The five competing aircraft are the Boeing F-18E Super Hornet, Dassault Aviation Rafale, Eurofighter Typhoon, Lockheed Martin F-35 Joint Strike Fighter and the Saab Gripen E.
The evaluations, during which each aircraft will carry out similar missions intended to evaluate their capabilities in four main areas, will be carried out from the Finnish Air Force’s base at Pirkkala, but the flights will take place all over Finland, Keränen said. The process is known as the ‘HX Challenge.’
Each competitor will be evaluated over seven week-days, during which it will complete a program that includes flying simulated combat missions against Finnish Air Force F/A-18s and Hawk jet trainers. In addition, “the HX Challenge will evaluate the capabilities reported by the manufacturers in the five categories of operations itemised in the call for tenders: counter-air, counter-land, counter-sea, long-range strike as well as intelligence, surveillance, reconnaissance and target acquisition,” Keränen said. “They will also have to demonstrate their ability “to network with Army and Navy weapon systems as seamlessly as possible.”
Finnish winter conditions have an effect especially on the performance of electro-optical sensors. In addition, other active and passive sensor systems may be affected, so the evaluation is geared to be as representative as possible of Finland’s operating environment.

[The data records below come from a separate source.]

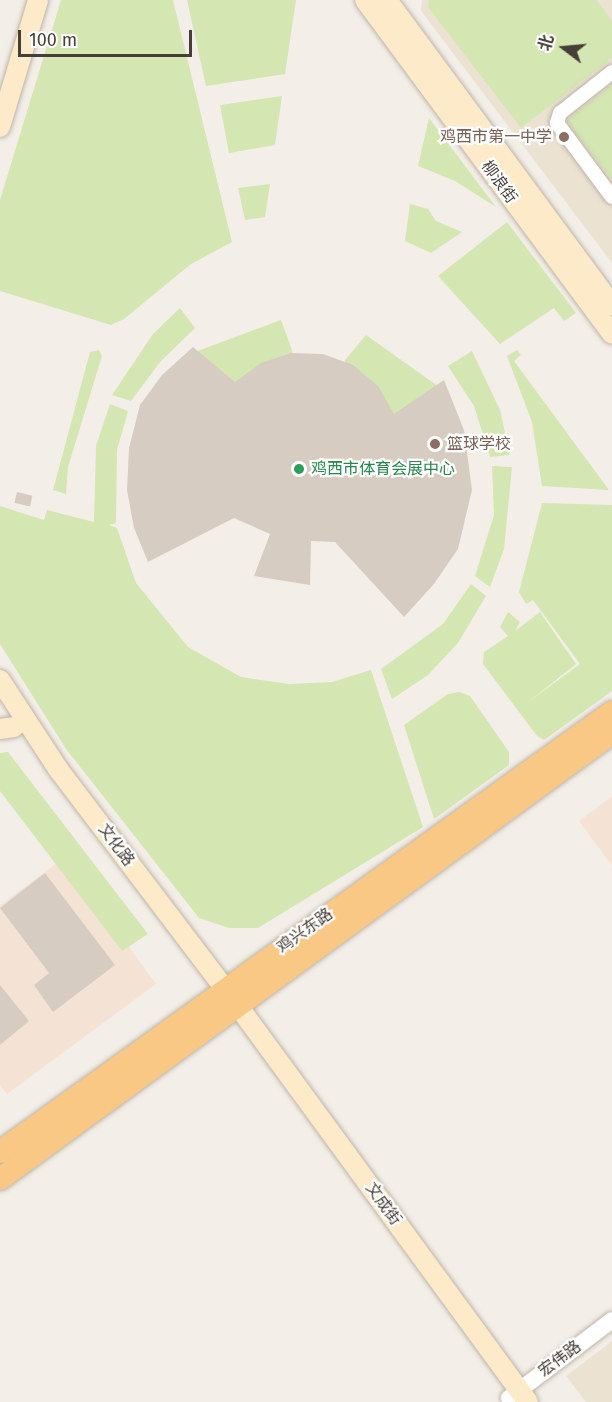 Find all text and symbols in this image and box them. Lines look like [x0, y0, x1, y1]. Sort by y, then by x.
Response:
scale bar [21, 18, 195, 56]
north arrow [534, 18, 594, 78]
text: 100 m [29, 29, 77, 51]
text: 北 [535, 33, 558, 53]
place label: 鸡西市第一中学 [440, 127, 552, 147]
marker: 鸡西市第一中学 [557, 130, 571, 144]
street label: 柳浪街 [477, 157, 521, 207]
place label: 篮球学校 [447, 434, 511, 454]
marker: 篮球学校 [428, 437, 442, 451]
place label: 鸡西市体育会展中心 [311, 459, 455, 479]
marker: 鸡西市体育会展中心 [292, 462, 306, 476]
street label: 文化路 [94, 820, 138, 870]
street label: 鸡兴东路 [273, 904, 337, 958]
street label: 文成街 [361, 1179, 405, 1229]
street label: 宏伟路 [535, 1337, 585, 1381]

The Eurofighter Typhoon will kick off the HX Challenge on Jan. 9 to Jan. 17, and will be followed by the Dassault Rafale (Jan. 20-28), the Saab Gripen (Jan. 29 to Feb. 6), the Lockheed F-35 (Feb. 7-17) and finally the Boeing F-18 Super Hornet on Feb. 18-26.
“The purpose of the HX Challenge is not to rank the candidates, but to make sure that the performance values reported in the responses to the call for tenders actually apply in the Finnish operating environment,” Keränen said.
This is possibly the most interesting aspect of the HX Challenge, because it will check how manufacturers’ claims measure up to reality. The Finnish evaluation takes place before a similar evaluation to the held by the Swiss Air Force, which is also looking to replace the fighters it currently operates, also F-18 Hornets.
Together, given the reputation of both air forces, these two evaluations will provide a comprehensive and objective measure of the five aircraft’s capabilities, which it will be interesting to match up to the claims made by their manufacturers.